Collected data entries
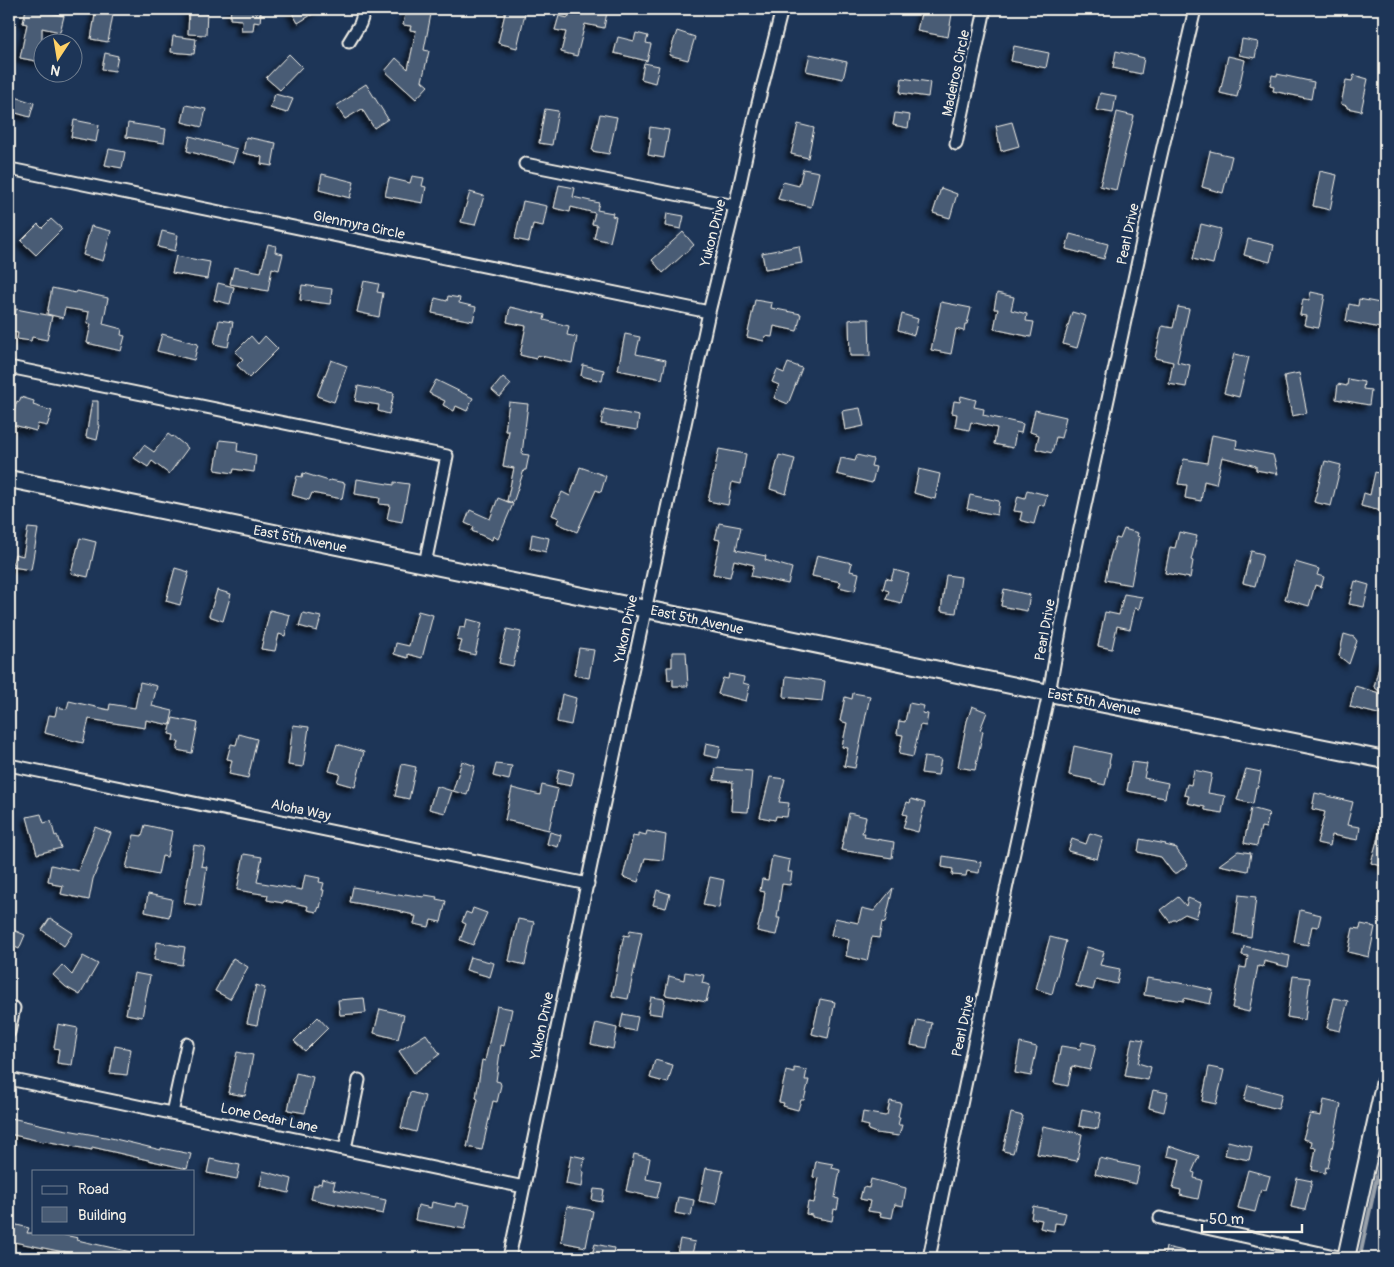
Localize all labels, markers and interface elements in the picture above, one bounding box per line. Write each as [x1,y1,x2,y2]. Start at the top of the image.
street label: Madeiros Circle [939,28,973,118]
north arrow [32,32,82,82]
text: N [49,61,62,80]
street label: Yukon Drive [696,197,730,269]
street label: Pearl Drive [1113,202,1143,266]
street label: Glenmyra Circle [312,207,407,243]
street label: East 5th Avenue [252,522,348,556]
street label: Yukon Drive [610,593,641,665]
street label: Pearl Drive [1031,598,1059,662]
street label: East 5th Avenue [649,602,745,638]
street label: East 5th Avenue [1046,685,1142,719]
street label: Aloha Way [270,795,332,825]
street label: Yukon Drive [526,990,557,1062]
street label: Pearl Drive [948,994,978,1058]
street label: Lone Cedar Lane [219,1099,319,1137]
legend [32,1170,195,1234]
text: Road [78,1180,109,1199]
scale bar [1202,1202,1302,1234]
text: Building [78,1206,126,1225]
text: 50 m [1209,1210,1244,1229]

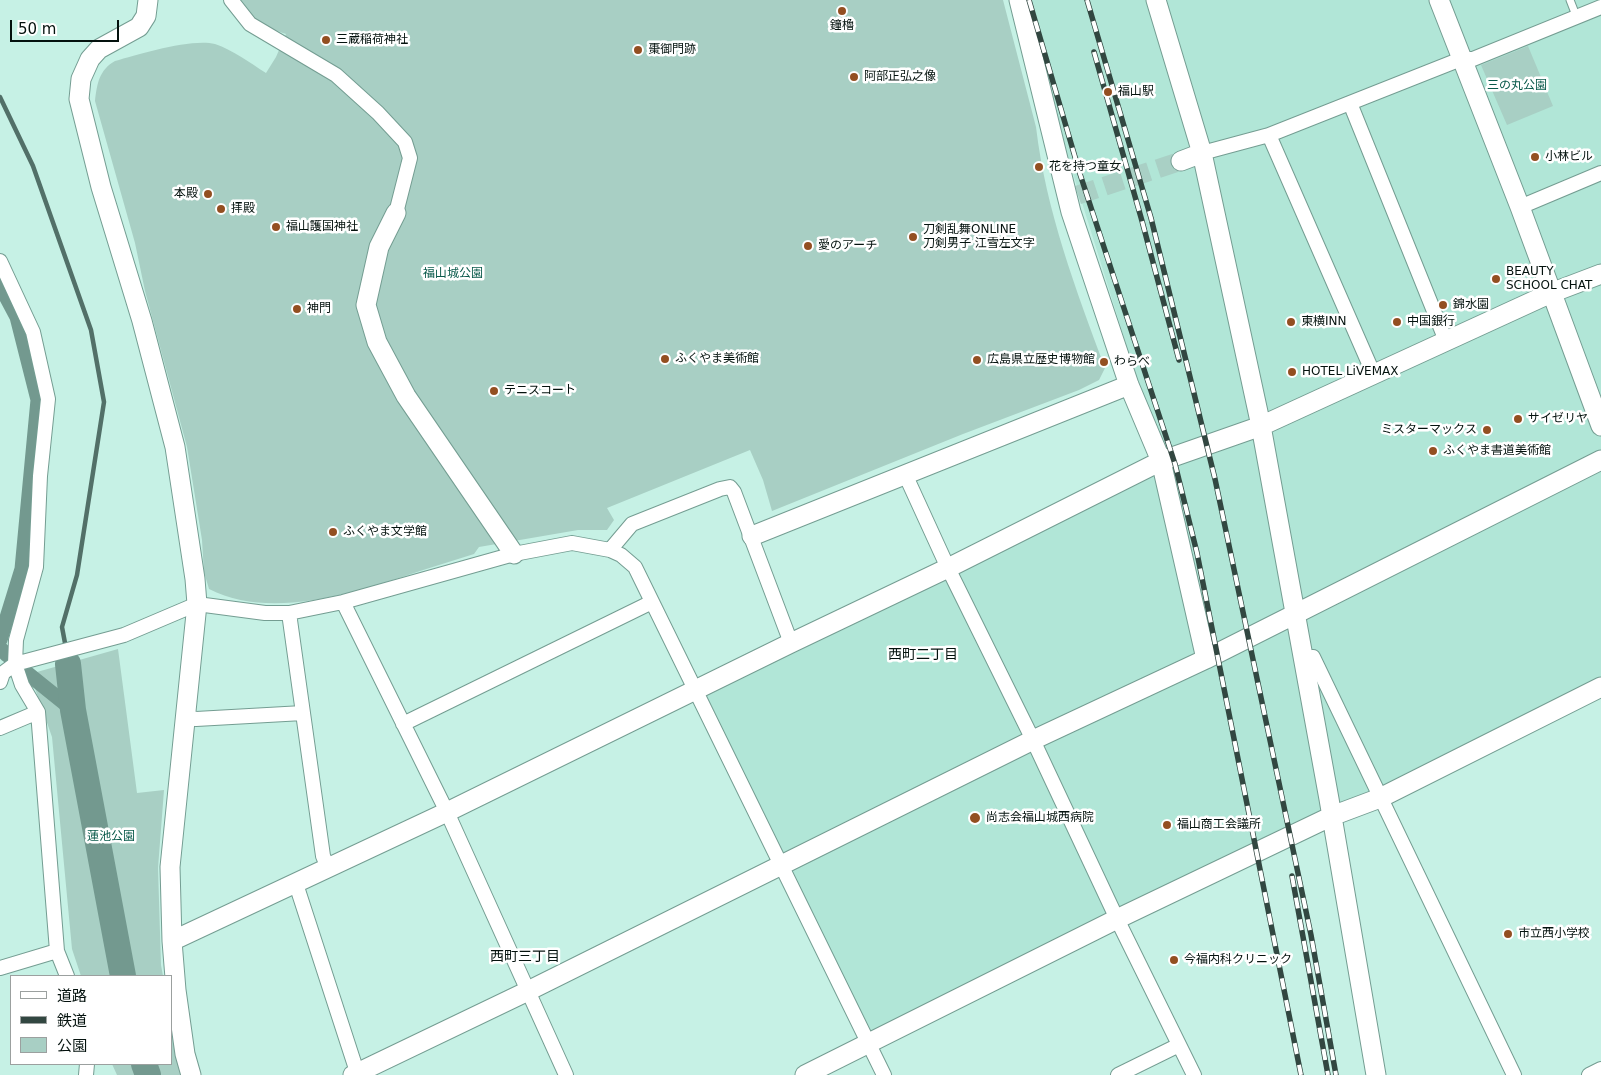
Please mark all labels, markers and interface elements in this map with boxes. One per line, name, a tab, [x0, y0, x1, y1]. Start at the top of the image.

→ **What the task asks**: Only the text of the entries above, transcribed exactly, should be given; leave out pictures.

→ **Answer to the exercise**:
Localize all labels, markers and interface elements in the picture above, one bounding box per line. Write each as [x1,y1,x2,y2]. Start at the top of the image.
street label: Madeiros Circle [939,28,973,118]
north arrow [32,32,82,82]
text: N [49,61,62,80]
street label: Yukon Drive [696,197,730,269]
street label: Pearl Drive [1113,202,1143,266]
street label: Glenmyra Circle [312,207,407,243]
street label: East 5th Avenue [252,522,348,556]
street label: Yukon Drive [610,593,641,665]
street label: Pearl Drive [1031,598,1059,662]
street label: East 5th Avenue [649,602,745,638]
street label: East 5th Avenue [1046,685,1142,719]
street label: Aloha Way [270,795,332,825]
street label: Yukon Drive [526,990,557,1062]
street label: Pearl Drive [948,994,978,1058]
street label: Lone Cedar Lane [219,1099,319,1137]
legend [32,1170,195,1234]
text: Road [78,1180,109,1199]
scale bar [1202,1202,1302,1234]
text: Building [78,1206,126,1225]
text: 50 m [1209,1210,1244,1229]

Please mark all labels, markers and interface elements in this map with boxes. One per line, name, a tab, [x0, y0, x1, y1]. Start at the top of the image.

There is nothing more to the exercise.